I stopped using the phrase work-life balance about four years ago, and I've been slowly persuading my clients to drop it too. The reason is small and the reason is everything: the word itself builds the wrong model in our heads.
Balance implies a scale. Two sides, finite weight, one goes up only when the other comes down. It frames every decision as a trade, and it frames your life as a resource being rationed between two opponents — the job on one side, the rest of you on the other. That is not how most of us actually live, and it is not how we want to live.
Integration starts from a different premise: that work is inside a life, not across from it. A good day doesn't require perfect symmetry between a calendar block labeled "work" and a calendar block labeled "family." It requires that both can breathe inside the same twenty-four hours without one suffocating the other.

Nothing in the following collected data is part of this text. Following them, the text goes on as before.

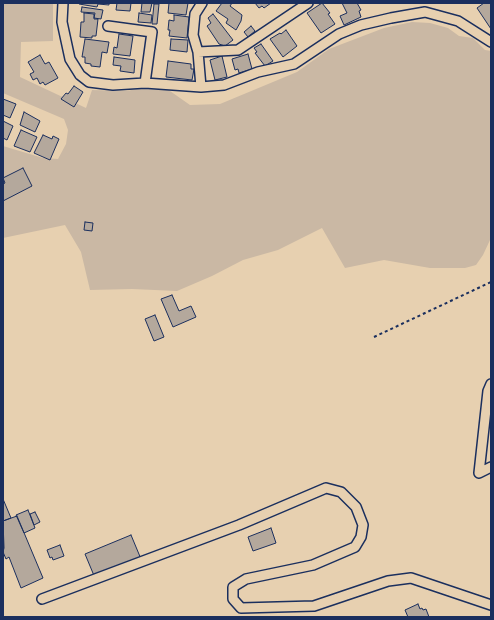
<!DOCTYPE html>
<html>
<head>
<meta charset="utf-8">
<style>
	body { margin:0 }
	#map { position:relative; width:494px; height:620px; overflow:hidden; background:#e7d0b0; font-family:"Balsamiq Sans",sans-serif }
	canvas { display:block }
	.frame { position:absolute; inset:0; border:4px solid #1b2f5e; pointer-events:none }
</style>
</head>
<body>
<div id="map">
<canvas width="494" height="620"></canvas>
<div class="frame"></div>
</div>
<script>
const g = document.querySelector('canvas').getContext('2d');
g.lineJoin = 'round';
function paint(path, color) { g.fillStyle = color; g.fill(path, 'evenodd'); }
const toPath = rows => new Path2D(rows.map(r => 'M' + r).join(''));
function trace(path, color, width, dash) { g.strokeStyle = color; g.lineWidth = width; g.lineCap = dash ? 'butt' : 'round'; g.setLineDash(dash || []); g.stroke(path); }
paint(toPath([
	[3,3,53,3,53,41,21,42,20,77,86,108,92,90,127,91,160,84,190,105,220,104,297,72,329,49,384,28,412,22,430,23,448,28,459,36,473,38,485,50,491,51,491,233,490,240,483,255,476,265,465,268,430,268,384,260,345,268,322,228,278,250,243,260,212,276,177,291,132,289,90,290,81,252,65,225,3,238,3,146,43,158,58,159,66,144,68,130,64,119,3,93]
]), '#cab8a4');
const building = toPath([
	[79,3,109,3,109,5,98,4,97,7,79,4,79,3],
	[117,3,131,3,130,11,116,10,117,3],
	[142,3,152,3,150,12,141,12,142,3],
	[169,3,188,3,186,15,168,13,169,3],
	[222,3,232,3,230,6,242,15,241,21,236,30,226,23,228,19,216,11,222,3],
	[255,3,271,3,264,8,262,6,259,8,255,3],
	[322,3,330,13,328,14,335,24,321,33,307,13,322,3],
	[342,3,357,3,361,10,359,11,361,17,344,25,340,16,347,13,342,3],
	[484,3,491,3,491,29,477,8,484,3],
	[154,4,159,4,157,24,152,24,154,4],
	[82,7,103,10,101,19,94,18,95,13,81,12,82,7],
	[84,13,94,14,94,19,98,19,96,36,92,36,92,38,80,37,81,22,84,22,84,13],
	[139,13,152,15,151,23,138,22,139,13],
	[213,14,233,40,225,46,219,44,207,26,211,23,208,18,213,14],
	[174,15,189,17,187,38,169,36,170,30,168,30,169,20,174,21,174,15],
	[251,26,255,31,248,37,244,32,251,26],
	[286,30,297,46,283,57,270,39,280,33,281,34,286,30],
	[119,34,133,36,130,56,113,54,114,47,117,48,119,34],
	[85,39,109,42,107,53,102,52,100,67,91,66,91,64,85,63,85,57,82,57,85,39],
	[171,39,188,40,187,52,170,50,171,39],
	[261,44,273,61,265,66,255,53,257,52,254,48,261,44],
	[248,54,252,69,239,73,238,69,235,70,232,59,248,54],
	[40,55,45,64,49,62,58,78,45,85,43,82,40,84,37,78,33,80,30,74,34,72,28,62,40,55],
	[222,56,227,77,215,80,210,60,222,56],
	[114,57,135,60,134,73,120,71,121,66,113,65,114,57],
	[168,61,191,64,191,69,194,69,192,80,166,77,168,61],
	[74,86,83,92,74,107,61,99,66,93,68,94,74,86],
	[3,99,16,104,10,118,3,115,3,99],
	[24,112,40,121,35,132,20,125,24,112],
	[3,121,13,126,7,140,3,138,3,121],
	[21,130,37,137,30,152,14,146,21,130],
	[43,135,52,139,53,136,59,139,50,160,34,153,43,135],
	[23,168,32,186,3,201,3,184,5,183,3,178,23,168],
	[85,222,93,223,92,231,84,230,85,222],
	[172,295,179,311,191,306,196,317,173,327,161,299,172,295],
	[155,315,164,337,154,341,145,319,155,315],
	[3,499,11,518,3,521,3,499],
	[28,510,35,528,24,533,16,515,28,510],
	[35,512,40,522,34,525,30,514,35,512],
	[17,516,43,578,21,588,9,557,6,559,3,552,4,548,3,521,17,516],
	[271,528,276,543,253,551,248,537,271,528],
	[131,535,141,559,95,578,85,554,131,535],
	[60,545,64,556,53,560,52,557,50,558,47,550,60,545],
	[418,604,420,609,422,608,423,610,426,609,429,617,408,617,405,610,418,604]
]);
paint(building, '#b4a89c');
trace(building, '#1b2f5e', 1);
const street = toPath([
	[63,3,62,22,70,59,80,75,89,82,113,85,145,83,201,87,224,85,258,72,294,64,339,34,361,25,391,18,425,12,458,21,491,42],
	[108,26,152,32,145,83],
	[198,52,238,50,308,3],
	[201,87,198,52,193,35,195,14,202,3],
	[491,384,488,391,479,473,491,467],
	[42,599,239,525,326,488,341,492,356,507,363,525,361,537,355,547,313,565,246,579,233,587,233,599,241,608,314,606,388,581,411,578,491,605]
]);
trace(street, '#1b2f5e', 12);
trace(toPath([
	[374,337,491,282]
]), '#1b2f5e', 2, [3, 3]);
trace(street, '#e7d0b0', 9);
</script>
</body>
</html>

Balance asks you to hold the line. Integration asks you to design the shape.
The practical difference is bigger than it sounds. Balance makes boundary-setting feel defensive — you are protecting one territory from another. Integration makes it feel architectural — you are deciding what fits where, and why, and what the day is actually for.

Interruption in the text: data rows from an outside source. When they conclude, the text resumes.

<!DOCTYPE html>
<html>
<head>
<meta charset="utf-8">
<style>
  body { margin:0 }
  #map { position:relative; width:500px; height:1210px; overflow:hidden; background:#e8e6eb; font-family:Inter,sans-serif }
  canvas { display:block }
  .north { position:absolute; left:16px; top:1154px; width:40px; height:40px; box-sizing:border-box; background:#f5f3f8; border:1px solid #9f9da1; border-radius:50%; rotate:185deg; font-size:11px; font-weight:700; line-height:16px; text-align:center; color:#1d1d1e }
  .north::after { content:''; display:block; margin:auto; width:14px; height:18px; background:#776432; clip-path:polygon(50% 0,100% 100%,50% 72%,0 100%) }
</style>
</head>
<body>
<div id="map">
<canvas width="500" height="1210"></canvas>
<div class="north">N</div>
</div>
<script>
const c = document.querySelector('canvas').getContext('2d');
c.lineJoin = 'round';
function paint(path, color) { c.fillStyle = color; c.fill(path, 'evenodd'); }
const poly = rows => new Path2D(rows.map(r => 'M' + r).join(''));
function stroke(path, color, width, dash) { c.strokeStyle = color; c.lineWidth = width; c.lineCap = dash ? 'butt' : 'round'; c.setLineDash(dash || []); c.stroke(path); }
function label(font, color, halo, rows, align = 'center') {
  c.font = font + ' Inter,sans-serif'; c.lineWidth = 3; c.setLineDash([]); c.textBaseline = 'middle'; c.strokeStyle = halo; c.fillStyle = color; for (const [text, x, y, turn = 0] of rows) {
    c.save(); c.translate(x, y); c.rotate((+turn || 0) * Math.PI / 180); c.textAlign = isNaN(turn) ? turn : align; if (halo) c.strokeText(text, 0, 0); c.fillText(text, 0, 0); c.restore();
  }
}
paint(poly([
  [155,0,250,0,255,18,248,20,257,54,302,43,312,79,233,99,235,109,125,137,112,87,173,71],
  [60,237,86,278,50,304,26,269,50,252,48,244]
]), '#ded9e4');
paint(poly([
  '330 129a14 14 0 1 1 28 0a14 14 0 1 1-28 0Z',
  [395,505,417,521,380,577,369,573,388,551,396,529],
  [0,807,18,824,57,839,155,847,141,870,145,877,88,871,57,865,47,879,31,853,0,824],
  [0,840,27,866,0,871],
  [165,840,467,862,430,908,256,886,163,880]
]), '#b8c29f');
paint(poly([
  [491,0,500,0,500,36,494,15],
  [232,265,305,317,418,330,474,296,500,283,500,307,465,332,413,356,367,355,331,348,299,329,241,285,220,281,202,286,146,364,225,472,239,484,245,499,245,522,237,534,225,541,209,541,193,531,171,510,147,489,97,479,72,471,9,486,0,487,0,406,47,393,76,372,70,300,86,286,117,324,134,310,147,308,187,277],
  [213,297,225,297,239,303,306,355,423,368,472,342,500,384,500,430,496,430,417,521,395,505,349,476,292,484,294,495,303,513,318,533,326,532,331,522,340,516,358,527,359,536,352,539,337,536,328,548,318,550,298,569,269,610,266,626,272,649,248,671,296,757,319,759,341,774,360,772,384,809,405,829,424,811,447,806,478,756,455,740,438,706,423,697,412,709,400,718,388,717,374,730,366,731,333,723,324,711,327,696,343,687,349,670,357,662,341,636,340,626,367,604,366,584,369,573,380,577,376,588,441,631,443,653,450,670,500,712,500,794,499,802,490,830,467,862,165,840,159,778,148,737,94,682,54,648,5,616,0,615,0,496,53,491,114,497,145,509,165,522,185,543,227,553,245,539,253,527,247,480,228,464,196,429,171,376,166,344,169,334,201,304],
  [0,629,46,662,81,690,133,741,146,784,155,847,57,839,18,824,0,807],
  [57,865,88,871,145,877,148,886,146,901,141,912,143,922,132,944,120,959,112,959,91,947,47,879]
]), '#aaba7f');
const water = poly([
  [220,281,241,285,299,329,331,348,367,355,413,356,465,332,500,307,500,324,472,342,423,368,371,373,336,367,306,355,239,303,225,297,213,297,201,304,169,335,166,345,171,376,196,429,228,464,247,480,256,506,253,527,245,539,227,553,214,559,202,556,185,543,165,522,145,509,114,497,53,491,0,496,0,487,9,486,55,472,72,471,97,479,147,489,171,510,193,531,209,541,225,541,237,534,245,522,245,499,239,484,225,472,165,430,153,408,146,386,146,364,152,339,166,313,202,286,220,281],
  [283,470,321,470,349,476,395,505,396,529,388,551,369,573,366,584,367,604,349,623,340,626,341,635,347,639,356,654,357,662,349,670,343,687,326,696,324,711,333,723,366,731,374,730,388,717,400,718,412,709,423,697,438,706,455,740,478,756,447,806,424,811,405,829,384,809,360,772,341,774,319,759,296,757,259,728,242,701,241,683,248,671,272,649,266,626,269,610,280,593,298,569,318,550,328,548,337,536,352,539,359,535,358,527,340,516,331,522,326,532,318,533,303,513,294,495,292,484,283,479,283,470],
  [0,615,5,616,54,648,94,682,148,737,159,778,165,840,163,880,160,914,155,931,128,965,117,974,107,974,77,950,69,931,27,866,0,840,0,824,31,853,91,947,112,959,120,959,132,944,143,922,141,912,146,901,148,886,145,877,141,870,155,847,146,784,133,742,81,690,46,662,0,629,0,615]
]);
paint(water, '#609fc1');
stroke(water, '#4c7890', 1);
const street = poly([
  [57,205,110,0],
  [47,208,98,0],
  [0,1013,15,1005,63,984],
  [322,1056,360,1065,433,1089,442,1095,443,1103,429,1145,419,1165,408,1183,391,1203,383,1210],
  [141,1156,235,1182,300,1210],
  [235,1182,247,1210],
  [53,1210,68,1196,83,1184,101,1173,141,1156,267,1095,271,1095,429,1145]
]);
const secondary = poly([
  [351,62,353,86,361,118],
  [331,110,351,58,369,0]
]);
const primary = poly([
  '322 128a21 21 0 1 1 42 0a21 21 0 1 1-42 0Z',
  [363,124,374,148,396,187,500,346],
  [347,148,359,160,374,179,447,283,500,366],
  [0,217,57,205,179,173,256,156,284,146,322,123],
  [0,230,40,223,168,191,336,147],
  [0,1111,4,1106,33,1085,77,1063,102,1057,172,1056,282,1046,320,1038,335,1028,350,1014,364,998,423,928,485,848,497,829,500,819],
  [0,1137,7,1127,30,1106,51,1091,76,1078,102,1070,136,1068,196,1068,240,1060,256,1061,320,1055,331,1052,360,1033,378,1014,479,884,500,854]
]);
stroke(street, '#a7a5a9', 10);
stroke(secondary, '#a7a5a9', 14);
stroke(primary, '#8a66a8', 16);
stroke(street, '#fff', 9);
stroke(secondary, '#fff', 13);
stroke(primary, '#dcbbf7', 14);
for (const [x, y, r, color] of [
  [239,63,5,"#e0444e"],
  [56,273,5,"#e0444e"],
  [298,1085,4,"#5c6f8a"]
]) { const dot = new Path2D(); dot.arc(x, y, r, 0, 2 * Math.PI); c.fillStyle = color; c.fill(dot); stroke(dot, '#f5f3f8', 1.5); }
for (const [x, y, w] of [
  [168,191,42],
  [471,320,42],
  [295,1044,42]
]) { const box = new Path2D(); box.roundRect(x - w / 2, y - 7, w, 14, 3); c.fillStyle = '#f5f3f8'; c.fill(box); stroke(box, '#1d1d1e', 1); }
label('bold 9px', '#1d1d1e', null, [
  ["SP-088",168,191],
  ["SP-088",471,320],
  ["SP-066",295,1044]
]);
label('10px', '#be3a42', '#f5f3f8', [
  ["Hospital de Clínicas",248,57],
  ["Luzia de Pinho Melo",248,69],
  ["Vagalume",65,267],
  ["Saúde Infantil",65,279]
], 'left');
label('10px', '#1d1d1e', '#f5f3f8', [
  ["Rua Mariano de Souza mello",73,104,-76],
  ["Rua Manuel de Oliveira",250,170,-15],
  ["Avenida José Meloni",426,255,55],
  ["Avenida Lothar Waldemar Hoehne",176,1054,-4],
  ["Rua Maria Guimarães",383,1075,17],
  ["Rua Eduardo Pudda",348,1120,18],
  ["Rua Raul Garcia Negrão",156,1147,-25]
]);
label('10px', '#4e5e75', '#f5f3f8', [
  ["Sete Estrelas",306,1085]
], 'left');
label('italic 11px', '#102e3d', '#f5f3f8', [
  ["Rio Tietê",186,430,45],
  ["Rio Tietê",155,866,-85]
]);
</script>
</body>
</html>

I also think balance quietly sets people up to feel like failures. Nobody's week is ever truly balanced. There are launches, there are sick kids, there are weeks where the job genuinely needs more and weeks where it should have less. If the goal is equilibrium, every asymmetric week feels like a personal loss. If the goal is integration, those weeks are just weeks — the shape of the season, not a verdict on your discipline.
So I say integration. Not because it's a cleverer word, but because it gives people a better container to think inside. And the container we think inside almost always decides what we build.